Джита задумалась не менее самого Тонти, хотя и совершенно по другой причине. Ее глаза не отрывались от люгера. Если бы кому-нибудь было время наблюдать за выразительным, подвижным лицом молодой девушки, то он был бы поражен быстрой сменой отражавшихся в нем впечатлений. Оно то выражало тревогу, почти печаль, то озарялось лучом радости и счастья; румянец то исчезал с ее щек, то горячо разливался, и ярко блестели глубокие, темные, большие, синие глаза. Но обо всех этих превращениях даже не подозревала столпившаяся около нее шумная и болтливая молодежь.
Тем временем на скалу забрался градоначальник, Вито-Вити, и отдувался, как кит, вынырнувший на поверхность моря подышать воздухом.
-- Что ты скажешь об этом судне, Мазо? -- спросил чиновник, считая себя по своему положению в праве адресоваться к любому из граждан.
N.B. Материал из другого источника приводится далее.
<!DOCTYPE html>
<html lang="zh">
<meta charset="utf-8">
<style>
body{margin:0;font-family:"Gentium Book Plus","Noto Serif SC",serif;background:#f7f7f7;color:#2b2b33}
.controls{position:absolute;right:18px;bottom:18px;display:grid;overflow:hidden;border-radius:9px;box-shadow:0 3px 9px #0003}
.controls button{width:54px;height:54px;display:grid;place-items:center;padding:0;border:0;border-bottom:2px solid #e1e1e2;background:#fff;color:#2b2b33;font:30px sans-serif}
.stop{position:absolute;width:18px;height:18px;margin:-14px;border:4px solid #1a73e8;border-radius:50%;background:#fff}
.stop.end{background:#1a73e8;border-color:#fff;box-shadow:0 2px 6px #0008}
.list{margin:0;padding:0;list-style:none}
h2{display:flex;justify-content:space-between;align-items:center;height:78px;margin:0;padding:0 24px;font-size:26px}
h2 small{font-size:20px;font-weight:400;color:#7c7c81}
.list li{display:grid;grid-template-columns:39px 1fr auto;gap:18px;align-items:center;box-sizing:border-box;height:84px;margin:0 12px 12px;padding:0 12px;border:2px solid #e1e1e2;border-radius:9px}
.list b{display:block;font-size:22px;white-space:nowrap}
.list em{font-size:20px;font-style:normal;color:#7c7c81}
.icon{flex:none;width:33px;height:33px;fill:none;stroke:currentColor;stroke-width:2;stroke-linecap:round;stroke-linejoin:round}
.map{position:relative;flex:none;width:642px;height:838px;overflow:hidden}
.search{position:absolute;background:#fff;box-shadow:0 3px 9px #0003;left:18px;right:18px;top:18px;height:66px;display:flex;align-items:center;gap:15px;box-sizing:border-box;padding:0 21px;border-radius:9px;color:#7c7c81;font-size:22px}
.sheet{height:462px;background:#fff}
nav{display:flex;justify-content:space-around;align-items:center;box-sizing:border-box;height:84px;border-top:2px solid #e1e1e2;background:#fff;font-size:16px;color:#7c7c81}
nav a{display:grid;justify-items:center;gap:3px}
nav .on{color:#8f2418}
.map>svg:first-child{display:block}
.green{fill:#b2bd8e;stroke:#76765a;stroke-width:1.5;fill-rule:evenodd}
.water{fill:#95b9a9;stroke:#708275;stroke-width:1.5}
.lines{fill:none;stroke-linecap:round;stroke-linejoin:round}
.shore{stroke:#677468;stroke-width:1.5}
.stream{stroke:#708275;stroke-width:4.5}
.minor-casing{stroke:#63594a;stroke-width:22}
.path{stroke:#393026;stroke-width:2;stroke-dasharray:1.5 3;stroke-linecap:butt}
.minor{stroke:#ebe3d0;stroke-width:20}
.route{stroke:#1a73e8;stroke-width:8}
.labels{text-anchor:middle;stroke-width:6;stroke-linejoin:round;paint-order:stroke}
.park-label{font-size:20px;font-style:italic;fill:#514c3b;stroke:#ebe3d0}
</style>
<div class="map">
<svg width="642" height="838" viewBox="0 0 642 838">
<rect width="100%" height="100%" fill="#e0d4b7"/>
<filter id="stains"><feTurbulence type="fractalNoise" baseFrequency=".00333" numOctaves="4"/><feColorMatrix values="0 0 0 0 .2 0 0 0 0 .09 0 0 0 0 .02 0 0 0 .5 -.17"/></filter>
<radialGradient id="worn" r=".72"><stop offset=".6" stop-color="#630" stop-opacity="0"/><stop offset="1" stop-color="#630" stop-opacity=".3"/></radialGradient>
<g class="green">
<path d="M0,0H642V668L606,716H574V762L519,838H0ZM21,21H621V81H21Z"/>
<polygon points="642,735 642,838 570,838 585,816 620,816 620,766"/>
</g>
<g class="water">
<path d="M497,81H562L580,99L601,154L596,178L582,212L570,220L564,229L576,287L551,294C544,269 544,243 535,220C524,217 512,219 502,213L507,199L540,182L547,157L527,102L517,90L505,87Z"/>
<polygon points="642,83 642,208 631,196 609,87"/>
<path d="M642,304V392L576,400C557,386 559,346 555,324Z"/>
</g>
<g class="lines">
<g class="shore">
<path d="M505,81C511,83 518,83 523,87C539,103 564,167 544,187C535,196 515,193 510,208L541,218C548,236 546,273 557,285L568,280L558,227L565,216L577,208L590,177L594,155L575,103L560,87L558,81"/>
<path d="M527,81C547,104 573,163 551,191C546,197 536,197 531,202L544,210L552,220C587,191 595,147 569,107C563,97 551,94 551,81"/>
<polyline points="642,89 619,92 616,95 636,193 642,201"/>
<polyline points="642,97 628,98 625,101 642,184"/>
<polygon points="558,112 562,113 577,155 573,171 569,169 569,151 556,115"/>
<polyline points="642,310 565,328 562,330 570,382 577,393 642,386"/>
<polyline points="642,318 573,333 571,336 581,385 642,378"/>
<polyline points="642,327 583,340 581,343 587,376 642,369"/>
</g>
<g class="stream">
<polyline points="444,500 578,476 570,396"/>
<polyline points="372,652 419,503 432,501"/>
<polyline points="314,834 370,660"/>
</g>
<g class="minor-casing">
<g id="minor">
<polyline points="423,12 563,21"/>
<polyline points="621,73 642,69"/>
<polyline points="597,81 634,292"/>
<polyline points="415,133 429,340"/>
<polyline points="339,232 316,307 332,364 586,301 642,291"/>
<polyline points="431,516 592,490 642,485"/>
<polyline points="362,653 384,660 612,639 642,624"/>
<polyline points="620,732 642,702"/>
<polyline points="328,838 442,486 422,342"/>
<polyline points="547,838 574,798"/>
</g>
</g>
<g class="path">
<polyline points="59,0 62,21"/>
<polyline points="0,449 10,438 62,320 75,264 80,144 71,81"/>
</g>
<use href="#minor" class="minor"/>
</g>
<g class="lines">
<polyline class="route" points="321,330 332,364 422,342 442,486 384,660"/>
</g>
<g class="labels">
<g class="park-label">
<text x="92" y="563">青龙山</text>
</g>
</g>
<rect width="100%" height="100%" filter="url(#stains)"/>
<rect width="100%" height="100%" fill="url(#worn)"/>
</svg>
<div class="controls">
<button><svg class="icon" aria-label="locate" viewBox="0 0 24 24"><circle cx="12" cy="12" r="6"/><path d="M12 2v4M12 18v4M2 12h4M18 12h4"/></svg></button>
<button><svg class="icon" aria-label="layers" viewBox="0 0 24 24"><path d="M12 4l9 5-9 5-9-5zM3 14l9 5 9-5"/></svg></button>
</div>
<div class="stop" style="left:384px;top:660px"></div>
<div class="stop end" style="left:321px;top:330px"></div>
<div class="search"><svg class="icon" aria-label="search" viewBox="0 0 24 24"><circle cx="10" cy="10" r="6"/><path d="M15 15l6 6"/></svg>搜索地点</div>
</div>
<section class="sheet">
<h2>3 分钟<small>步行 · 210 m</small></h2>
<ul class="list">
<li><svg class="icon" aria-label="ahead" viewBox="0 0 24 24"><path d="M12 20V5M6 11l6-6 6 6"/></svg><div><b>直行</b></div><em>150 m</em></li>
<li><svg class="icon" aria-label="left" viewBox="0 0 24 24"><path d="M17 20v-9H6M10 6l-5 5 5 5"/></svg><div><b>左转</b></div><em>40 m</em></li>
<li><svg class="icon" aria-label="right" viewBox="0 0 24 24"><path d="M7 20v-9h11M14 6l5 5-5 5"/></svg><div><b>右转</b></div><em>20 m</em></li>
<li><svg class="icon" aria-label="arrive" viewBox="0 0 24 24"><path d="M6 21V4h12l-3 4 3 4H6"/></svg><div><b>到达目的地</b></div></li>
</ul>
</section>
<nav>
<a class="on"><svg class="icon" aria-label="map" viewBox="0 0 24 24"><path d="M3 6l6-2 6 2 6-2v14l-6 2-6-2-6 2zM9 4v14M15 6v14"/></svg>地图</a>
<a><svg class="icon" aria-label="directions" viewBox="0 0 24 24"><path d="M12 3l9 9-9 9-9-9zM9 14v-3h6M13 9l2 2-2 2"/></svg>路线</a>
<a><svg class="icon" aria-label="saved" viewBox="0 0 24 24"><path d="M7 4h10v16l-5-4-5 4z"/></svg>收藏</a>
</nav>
-- Я полагаю, что это люгер, синьор, -- лаконически и совершенно верно ответил старый моряк.
Синьор Вити был несколько шокирован лаконичностью ответа.
-- И вы согласны под присягою подтвердить ваше уверение? -- снова обратился он к Тонти.
Тонти, честный до щепетильности, даже, помимо всякой присяги, еще внимательнее всмотрелся в приближавшееся иностранное судно и снова повторил свое первое предположение.
-- А могли бы вы мне сказать, почтенный Тонти, какой национальности принадлежит этот люгер? Вы, конечно, понимаете, насколько важен этот вопрос в наше беспокойное время.
-- Вы совершенно правы, синьор подеста, так как если это судно алжирское, марокканское или французское, то его появление на Эльбе не доставит большого удовольствия. Но я должен попросить у вас разрешения подождать с ответом, так как мне надо ближе рассмотреть это судно.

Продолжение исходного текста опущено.